**Work instruction:**
From the first line of the entries below through the line bearing "--surface:#fff; --page:#f7f7f7; --text:#2b2b33;", write out each line exactly. Omit pictures.

□ □ □ □

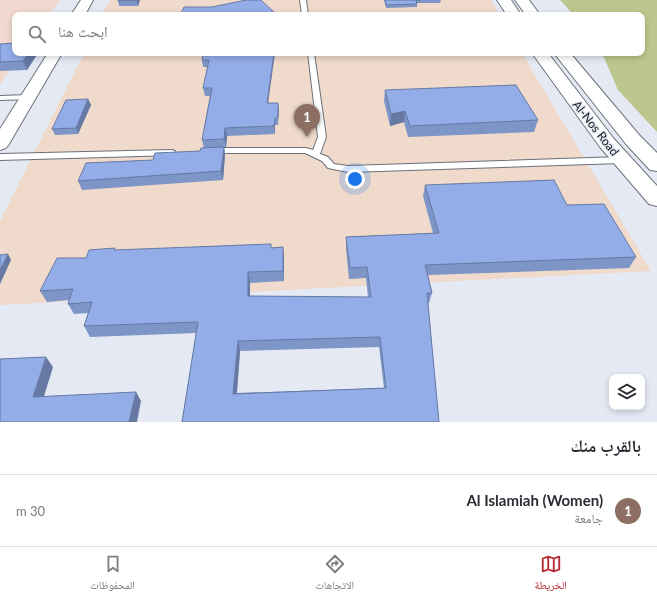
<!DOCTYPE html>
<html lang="ar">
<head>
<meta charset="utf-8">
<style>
	:root { --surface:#fff; --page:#f7f7f7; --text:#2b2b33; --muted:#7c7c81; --line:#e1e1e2; --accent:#b8272f }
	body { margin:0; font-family:Lato,"Noto Naskh Arabic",sans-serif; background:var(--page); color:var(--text); direction:rtl }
	.controls { position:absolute; right:12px; bottom:12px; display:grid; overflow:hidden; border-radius:8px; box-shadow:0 2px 6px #0003 }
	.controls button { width:36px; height:36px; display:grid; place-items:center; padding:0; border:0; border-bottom:1px solid var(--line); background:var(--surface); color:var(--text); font:20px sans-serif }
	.you { position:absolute; left:355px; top:179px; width:14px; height:14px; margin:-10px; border:3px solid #fff; border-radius:50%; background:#1a73e8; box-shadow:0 0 0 6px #1a73e833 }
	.badge { display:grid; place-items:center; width:26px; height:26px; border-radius:50%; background:var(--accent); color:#fff; font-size:13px; font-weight:700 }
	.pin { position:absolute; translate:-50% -33px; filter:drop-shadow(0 1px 2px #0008) }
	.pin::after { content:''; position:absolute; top:21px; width:14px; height:12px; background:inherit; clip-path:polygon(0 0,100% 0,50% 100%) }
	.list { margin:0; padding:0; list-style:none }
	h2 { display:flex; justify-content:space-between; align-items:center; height:52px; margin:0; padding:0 16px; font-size:17px }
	h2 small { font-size:13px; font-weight:400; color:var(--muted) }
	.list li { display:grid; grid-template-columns:26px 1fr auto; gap:12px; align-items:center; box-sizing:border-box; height:72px; padding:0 16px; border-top:1px solid var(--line) }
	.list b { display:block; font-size:15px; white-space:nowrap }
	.list p { margin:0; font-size:13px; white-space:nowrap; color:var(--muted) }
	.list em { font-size:13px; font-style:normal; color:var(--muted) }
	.icon { flex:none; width:22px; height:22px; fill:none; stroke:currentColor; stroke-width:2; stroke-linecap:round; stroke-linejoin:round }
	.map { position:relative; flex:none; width:657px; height:422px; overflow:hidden; direction:ltr }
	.search { position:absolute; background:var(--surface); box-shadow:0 2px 6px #0003; left:12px; right:12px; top:12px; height:44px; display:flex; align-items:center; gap:10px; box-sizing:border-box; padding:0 14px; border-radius:8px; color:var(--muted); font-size:15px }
	.sheet { height:124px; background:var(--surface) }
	nav { display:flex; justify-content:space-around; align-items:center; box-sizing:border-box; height:56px; border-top:1px solid var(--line); background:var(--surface); font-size:11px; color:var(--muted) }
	nav a { display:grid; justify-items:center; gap:2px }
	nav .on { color:var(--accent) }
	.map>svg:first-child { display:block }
</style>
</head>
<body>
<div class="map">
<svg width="657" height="422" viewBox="0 0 657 422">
	<rect width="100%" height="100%" fill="#e4e9f3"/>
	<g fill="#efdacc">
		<polygon points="110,0 491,0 500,15 102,15"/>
		<polygon points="84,53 522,53 651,271 0,305 0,221"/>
	</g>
	<polygon fill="#f1d9d0" points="0,0 60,0 49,15 15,15 15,53 22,53 0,84"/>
	<polygon fill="#bdc78d" points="560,0 657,0 657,132 618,90 602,53 642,53 642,15 574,15"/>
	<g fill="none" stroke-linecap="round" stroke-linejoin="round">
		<g stroke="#6c7079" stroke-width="2">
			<g id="service">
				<polygon points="300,0 306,0 308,15 302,15"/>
				<polygon points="308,53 314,53 326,137 320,154 328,157 334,164 348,166 621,157 625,160 621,163 348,172 328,168 322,161 305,153 210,153 209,151 210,149 213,148 306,148 313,150 318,137"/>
				<polygon points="28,95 31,95 31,99 0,100 0,96"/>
				<polygon points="172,150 175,151 176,153 175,155 0,160 0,154"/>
			</g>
		</g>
		<g stroke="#6c7079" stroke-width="2">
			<g id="tertiary">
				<polygon points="81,0 93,0 85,15 71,15"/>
				<polygon points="48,53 62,53 9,144 6,148 0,150 0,129"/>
			</g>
		</g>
		<g stroke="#6c7079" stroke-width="2">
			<g id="secondary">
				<polygon points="497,0 511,0 521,15 507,15"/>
				<polygon points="515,0 529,0 540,15 526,15"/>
				<polygon points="532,53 548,53 614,139 657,186 657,206 649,204 600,147"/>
				<polygon points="554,53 570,53 640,136 657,153 657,171 650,170 626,144"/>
			</g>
		</g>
		<use href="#service" fill="#fff" fill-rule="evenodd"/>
		<use href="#tertiary" fill="#fff" fill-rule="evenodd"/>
		<use href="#secondary" fill="#fff" fill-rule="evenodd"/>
	</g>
	<g fill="#7e95c8" fill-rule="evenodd">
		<polygon points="118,0 140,0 138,6 119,6"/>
		<polygon points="384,0 441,0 440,3 417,3 417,7 386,8"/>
		<polygon points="0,44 38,53 27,70 0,71"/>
		<polygon points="203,53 268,103 278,103 278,125 275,125 275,134 227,136 226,147 224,147 225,155 223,180 82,190 78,181 153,160 200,151 204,148 202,140 210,96 205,96 203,88 208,67 203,67 202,60"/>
		<polygon points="385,90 538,120 534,132 408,137 404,122 390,126 384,101"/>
		<polygon points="88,99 91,105 78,134 55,135 52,129"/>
		<path d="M425,185L567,205L636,257L629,268L428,275L432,293L429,303H428L439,422H182L196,333L90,337L84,326L88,313L74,314L68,304L69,300L47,302L40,291L86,258L116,250L271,247L284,258V281L250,283V296L368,297L366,278L349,279L346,248V237L433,233L423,196ZM379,347L384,388L237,393L240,351Z"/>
	</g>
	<g fill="#6779a3">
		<polygon points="137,0 140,0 138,6"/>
		<polygon points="29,53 38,53 27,70 23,61"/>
		<polygon points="274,53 275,53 267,111 267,103"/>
		<polygon points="88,99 91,105 78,134 76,128"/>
		<polygon points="278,103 279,110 278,125"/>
		<polygon points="405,111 404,122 390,126 391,114"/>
		<polygon points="275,118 275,134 274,126"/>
		<polygon points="225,128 227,136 226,147 224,139"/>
		<polygon points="224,147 225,155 223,180 221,171"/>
		<polygon points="283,247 284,258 284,281 283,271"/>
		<polygon points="8,254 11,260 0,284 0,270"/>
		<polygon points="248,272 250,283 250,307 248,296"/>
		<polygon points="238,341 240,351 236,403 233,394"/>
		<polygon points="46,357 53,367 41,406 33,397"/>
		<polygon points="136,392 141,401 137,422 129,422"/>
	</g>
	<g fill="#93ade9" stroke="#6779a3" fill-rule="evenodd">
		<polygon points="118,0 137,0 118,1"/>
		<polygon points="246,0 261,0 277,15 180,15 184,7 212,7"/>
		<polygon points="385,0 421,0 416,0 417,4 386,5"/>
		<polygon points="15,43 15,53 29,53 23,61 0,62 0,44"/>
		<polygon points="203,53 274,53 267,103 278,103 278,117 275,118 274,126 225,128 224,139 202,140 212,88 203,88 209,60 202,60"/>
		<polygon points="516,85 538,120 410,126 405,111 391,114 385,90"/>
		<polygon points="88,99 76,128 52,129 66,100"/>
		<polygon points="224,147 221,171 78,181 86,163 153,160 155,153 200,151 201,148"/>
		<path d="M554,180L567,205L604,204L636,257L425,265L432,293H427L439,422H182L198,322L84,326L92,302L68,304L73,289L40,291L57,258H86L89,250L115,248L114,250L271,244V248L283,247V271L248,272V296L371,297L367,267L350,268L346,237L439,233L425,185ZM380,337L386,388L233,394L238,341Z"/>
		<polygon points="8,254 0,270 0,255"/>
		<polygon points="46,357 33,397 136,392 129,422 0,422 0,359"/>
	</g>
	<g text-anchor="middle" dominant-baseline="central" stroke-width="3" stroke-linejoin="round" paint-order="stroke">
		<g font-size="12" fill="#17191c" stroke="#e4e9f3">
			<text transform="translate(596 128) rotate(52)">Al-Nos Road</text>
		</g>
	</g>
</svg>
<div class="controls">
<button><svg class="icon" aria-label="layers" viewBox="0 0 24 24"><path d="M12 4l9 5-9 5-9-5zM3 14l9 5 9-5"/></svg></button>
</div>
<div class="you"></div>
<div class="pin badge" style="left:307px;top:137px;background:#8d6e63">1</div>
<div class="search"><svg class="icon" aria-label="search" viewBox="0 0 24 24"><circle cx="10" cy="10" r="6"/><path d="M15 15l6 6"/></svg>ابحث هنا</div>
</div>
<section class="sheet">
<h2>بالقرب منك<small></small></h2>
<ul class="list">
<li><span class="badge" style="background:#8d6e63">1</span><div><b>Al Islamiah (Women)</b><p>جامعة</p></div><em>30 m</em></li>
</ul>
</section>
<nav>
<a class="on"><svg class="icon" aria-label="map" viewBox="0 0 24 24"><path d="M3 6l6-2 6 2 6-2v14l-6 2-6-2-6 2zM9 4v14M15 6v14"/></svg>الخريطة</a>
<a><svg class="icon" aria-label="directions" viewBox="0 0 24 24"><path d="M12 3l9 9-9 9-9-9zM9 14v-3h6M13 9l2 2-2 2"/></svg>الاتجاهات</a>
<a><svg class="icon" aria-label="saved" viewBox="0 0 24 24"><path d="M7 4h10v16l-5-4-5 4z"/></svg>المحفوظات</a>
</nav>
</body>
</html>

□ □ □ □

**Result for this exercise:**
<!DOCTYPE html>
<html lang="ar">
<head>
<meta charset="utf-8">
<style>
	:root { --surface:#fff; --page:#f7f7f7; --text:#2b2b33; --muted:#7c7c81; --line:#e1e1e2; --accent:#b8272f }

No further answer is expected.